Alexandra Palace, London
An enthusiastic crowd laps up Fred Gibson’s collective-healing vibes, but the pacing is off and the emotional moments don’t always connect
In the space of 18 months, producer, singer and DJ Fred Gibson’s artist moniker has morphed from a propulsive statement of forward momentum to a sigh of resignation at his sheer ubiquity (Fred? Again?!). You can’t move for the south Londoner’s influence, be it producing pop’s A-class (Ed Sheeran, Pink, Aitch, etc), dominating festivals (both Glastonbury and Coachella, the latter alongside Skrillex and Four Tet), or inflaming the ire of the gatekeepers of electronic music who balk at his aristocratic lineage (earls and barons feature heavily in his family tree) and the twee catharsis of his trio of diaristic Actual Life albums. A recent article exploring his dominance of streaming, radio, TV idents and niche memes compared him to Coldplay; both make deeply uncool, broad-strokes emotional music to unite and soothe.

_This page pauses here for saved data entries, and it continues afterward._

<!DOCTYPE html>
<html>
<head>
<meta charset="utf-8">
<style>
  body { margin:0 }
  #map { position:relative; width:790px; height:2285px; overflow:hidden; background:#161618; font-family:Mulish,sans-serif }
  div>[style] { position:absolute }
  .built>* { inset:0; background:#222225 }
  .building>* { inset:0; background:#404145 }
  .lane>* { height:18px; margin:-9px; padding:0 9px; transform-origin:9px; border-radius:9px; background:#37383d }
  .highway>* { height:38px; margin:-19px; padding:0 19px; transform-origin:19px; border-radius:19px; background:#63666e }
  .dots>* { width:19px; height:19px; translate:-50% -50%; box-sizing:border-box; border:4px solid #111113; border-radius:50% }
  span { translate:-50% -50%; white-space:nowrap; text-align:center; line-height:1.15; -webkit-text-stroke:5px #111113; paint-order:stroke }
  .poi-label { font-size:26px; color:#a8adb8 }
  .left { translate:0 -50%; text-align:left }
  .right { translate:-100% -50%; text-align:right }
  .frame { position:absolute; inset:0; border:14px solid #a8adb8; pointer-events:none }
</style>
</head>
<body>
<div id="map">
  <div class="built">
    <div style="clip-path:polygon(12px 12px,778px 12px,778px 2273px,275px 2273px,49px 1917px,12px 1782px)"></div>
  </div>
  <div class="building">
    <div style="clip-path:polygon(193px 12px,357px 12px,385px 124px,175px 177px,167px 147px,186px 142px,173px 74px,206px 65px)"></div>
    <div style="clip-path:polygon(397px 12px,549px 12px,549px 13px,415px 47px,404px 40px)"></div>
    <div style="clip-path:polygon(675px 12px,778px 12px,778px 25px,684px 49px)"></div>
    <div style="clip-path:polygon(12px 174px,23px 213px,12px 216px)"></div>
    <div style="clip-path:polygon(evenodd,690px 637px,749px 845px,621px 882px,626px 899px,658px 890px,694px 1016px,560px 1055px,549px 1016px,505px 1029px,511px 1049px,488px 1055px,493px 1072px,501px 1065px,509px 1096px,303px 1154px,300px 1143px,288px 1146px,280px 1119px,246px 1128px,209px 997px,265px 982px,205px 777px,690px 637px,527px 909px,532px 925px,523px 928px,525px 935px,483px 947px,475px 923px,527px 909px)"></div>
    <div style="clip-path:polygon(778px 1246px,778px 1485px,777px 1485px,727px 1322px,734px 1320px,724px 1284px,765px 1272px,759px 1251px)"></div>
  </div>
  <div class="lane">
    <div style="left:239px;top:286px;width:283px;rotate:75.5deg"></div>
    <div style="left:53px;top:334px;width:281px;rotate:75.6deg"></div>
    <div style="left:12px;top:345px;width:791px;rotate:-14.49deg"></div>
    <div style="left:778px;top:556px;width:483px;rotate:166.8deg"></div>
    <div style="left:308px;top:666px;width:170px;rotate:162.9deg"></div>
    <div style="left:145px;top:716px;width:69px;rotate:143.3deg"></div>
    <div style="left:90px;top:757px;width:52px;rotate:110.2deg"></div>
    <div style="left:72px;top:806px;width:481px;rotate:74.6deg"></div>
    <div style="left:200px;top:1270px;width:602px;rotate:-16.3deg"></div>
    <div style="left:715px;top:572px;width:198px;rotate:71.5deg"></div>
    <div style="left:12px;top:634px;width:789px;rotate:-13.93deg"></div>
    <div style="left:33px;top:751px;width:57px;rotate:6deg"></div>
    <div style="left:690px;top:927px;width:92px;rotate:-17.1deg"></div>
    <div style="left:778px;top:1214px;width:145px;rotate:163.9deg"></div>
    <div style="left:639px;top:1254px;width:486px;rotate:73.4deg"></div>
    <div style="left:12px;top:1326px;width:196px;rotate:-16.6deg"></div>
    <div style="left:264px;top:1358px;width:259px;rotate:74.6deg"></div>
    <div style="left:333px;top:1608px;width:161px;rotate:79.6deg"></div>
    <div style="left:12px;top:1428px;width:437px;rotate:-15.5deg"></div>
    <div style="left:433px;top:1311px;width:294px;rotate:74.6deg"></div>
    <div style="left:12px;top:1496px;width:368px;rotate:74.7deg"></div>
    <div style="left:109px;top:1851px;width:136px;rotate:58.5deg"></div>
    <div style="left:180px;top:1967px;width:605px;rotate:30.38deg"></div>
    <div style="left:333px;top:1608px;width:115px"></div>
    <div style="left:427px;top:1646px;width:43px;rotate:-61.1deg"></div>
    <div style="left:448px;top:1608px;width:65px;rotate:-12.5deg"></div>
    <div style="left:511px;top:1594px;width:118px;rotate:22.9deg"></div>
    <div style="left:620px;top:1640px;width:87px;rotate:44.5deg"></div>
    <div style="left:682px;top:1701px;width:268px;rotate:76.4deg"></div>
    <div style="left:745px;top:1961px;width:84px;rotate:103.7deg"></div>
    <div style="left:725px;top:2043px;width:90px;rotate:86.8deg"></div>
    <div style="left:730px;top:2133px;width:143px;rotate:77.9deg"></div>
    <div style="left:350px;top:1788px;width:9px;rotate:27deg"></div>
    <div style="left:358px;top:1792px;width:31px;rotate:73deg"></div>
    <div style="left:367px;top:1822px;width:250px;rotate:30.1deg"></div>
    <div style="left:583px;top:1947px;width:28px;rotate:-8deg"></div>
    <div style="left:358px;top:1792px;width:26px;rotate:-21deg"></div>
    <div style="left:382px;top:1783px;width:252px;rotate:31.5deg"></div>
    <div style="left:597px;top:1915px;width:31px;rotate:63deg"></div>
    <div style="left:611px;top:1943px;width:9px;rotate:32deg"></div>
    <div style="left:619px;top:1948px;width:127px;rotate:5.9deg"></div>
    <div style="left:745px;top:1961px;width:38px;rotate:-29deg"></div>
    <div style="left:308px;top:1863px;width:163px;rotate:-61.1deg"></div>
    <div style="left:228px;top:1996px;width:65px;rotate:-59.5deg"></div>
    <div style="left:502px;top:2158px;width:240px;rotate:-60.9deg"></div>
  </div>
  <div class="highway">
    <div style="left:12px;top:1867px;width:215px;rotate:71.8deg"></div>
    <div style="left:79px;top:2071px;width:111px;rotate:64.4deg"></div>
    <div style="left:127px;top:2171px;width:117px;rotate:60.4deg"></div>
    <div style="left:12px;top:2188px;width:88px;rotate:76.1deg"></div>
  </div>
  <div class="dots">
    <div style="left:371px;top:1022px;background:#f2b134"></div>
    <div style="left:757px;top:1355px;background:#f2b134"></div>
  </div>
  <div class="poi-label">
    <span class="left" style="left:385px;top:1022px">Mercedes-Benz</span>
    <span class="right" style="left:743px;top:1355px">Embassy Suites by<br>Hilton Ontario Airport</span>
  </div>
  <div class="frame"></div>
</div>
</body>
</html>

Not that the people crammed into north London hotbox Alexandra Palace seem to care what anyone thinks. Tonight is the first of four sold-out shows, with demand for tickets so high Gibson could easily have upgraded to Wembley Stadium. Before he even appears on stage, groups of twentysomething lads with close fades and Carhartt cross-body bumbags strip their tops off, while women climb on shoulders within a few seconds of opener Kyle (I Found You). But it’s a surprisingly muted start, the song’s tactile beats, wheezing riff and looped lyrical aphorisms slowly spreading across a crowd clearly up for something to sink their teeth into.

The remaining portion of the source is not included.